«Avant, le milieu de la culture ne s'identifiait pas à Montréal, parce que les fonds venaient de Québec et d'Ottawa.» «Avant», c'était avant l'arrivée en scène de Culture Montréal, «mouvement d'idées» qui fête aujourd'hui ses dix ans de réflexion et d'action.

De «ville-décor», «Montréal est devenue une métropole culturelle non pas plus riche, mais plus résiliente, qui serait difficile à mettre sur les genoux», lance Simon Brault, cofondateur et président de Culture Montréal depuis le début.

«On entend souvent les politiciens dire qu'ils veulent faire de la politique autrement, continue Simon Brault, rencontré dans son bureau de l'École nationale de théâtre, qu'il dirige depuis 1997. Nous, à Culture Montréal, on a commencé à parler de la culture autrement...»

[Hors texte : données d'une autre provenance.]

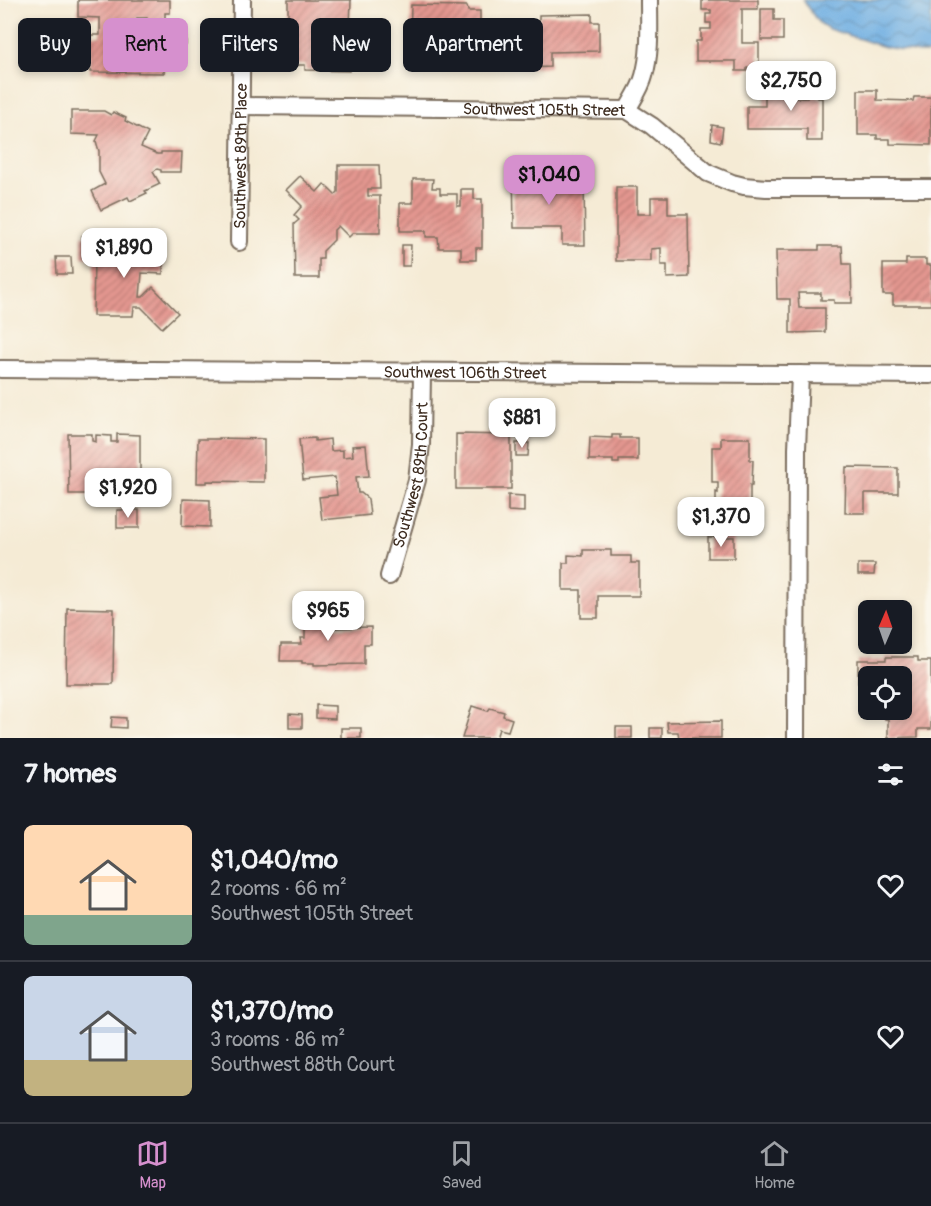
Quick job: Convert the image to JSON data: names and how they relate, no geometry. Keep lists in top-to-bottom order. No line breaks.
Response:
{"streets":{"street":["Southwest 105th Street","Southwest 89th Place","Southwest 106th Street","Southwest 89th Court"]},"crossings":[["Southwest 105th Street","Southwest 89th Place"],["Southwest 106th Street","Southwest 89th Court"]],"north":"top","page":{"chip":["Buy","Rent","Filters","New","Apartment"],"price":["$2,750","$1,040","$1,890","$881","$1,920","$1,370","$965"],"heading":"7 homes","list":[{"name":"$1,040/mo","note":"2 rooms · 66 m² · Southwest 105th Street"},{"name":"$1,370/mo","note":"3 rooms · 86 m² · Southwest 88th Court"}],"tabs":["Map","Saved","Home"]}}
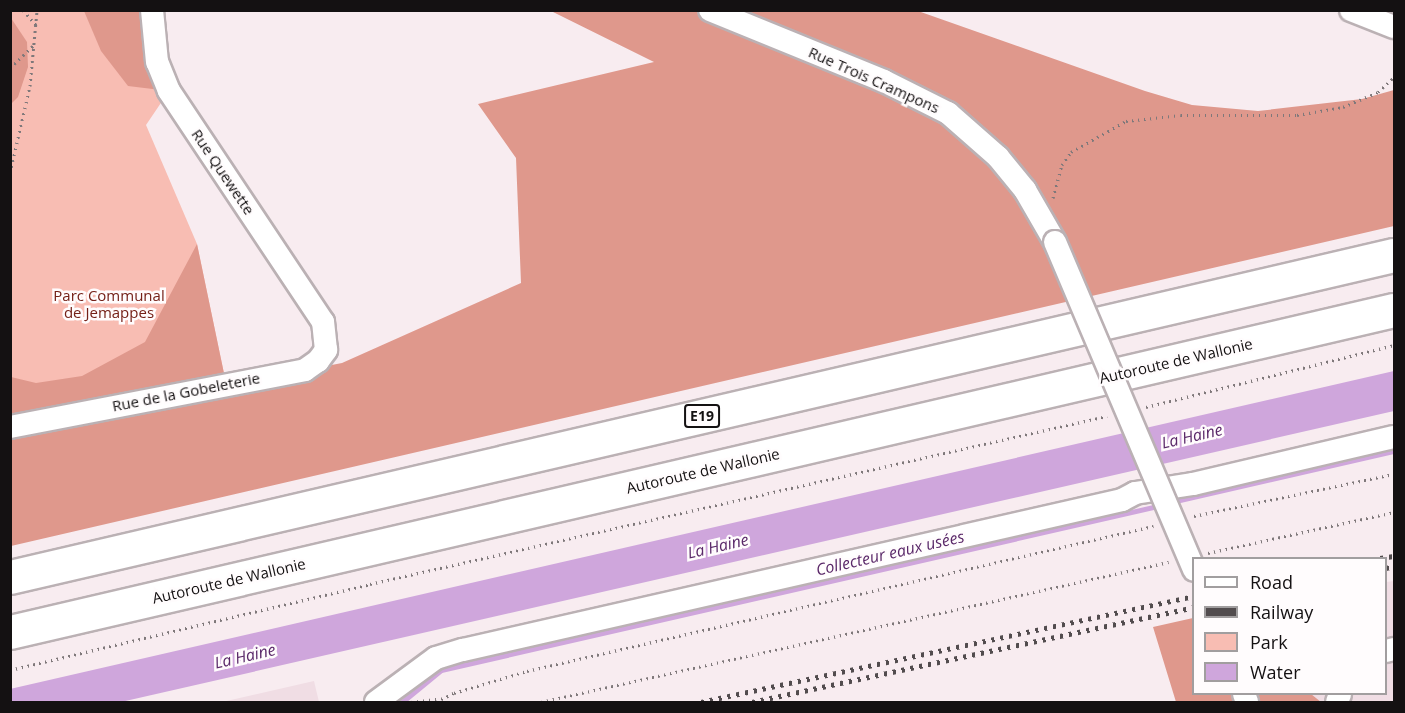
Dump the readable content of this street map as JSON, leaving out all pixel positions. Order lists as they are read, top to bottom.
{
  "streets": {
    "highway": ["Autoroute de Wallonie", "E19"],
    "street": ["Rue Trois Crampons", "Rue Quewette", "Rue de la Gobeleterie"]
  },
  "crossings": [
    ["Rue Quewette", "Rue de la Gobeleterie"]
  ],
  "water": ["La Haine", "Collecteur eaux usées"],
  "parks": ["Parc Communal de Jemappes"],
  "legend": [
    "Road",
    "Railway",
    "Park",
    "Water"
  ]
}
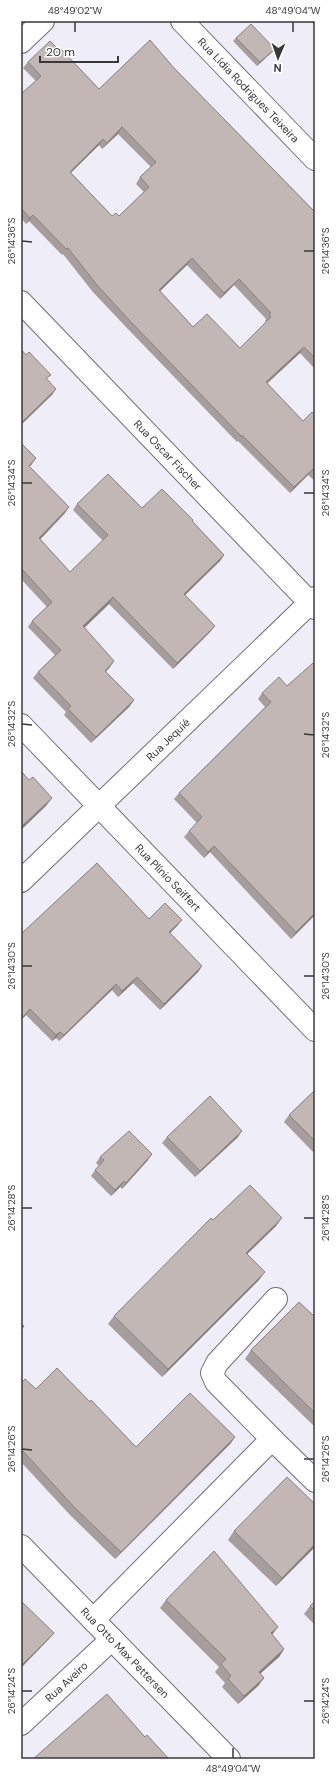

Autrement, en passant d'abord du rôle traditionnel de «quémandeur» à celui d'acteur de premier plan: «Avant, le milieu de la culture demandait aux politiciens quel était leur programme culturel. Aujourd'hui, on dit: voici la plate-forme; où vous situez-vous par rapport à ça?»

Autrement aussi dans le discours même, le «narratif» comme dit Brault, qu'il a commencé à élaborer avec d'autres pionniers comme Gaëtan Morency (Cirque du Soleil), Jacques Vézina (Théâtre d'Aujourd'hui) et Dinu Bambaru (Héritage Montréal), bien des années avant la mise sur pied de Culture Montréal. L'organisme, on se souviendra, a reçu son baptême politique quand le maire Gérald Tremblay a chargé Simon Brault de former la délégation culturelle en vue du Sommet de Montréal du printemps 2002, tremplin vers la «nouvelle ville».

Depuis, Simon Brault porte ce discours «cohérent» sur toutes les tribunes - culturelles, politiques, économiques, sociales -, variations stratégiques éclairées sur les trois axes d'action de Culture Montréal, «organisation militante» qui compte aujourd'hui plus de 1000 membres individuels de toutes les sphères. Trois axes donc: la défense du droit à la culture, la promotion du rôle de la culture dans le développement de la ville, et l'affirmation de Montréal comme métropole culturelle.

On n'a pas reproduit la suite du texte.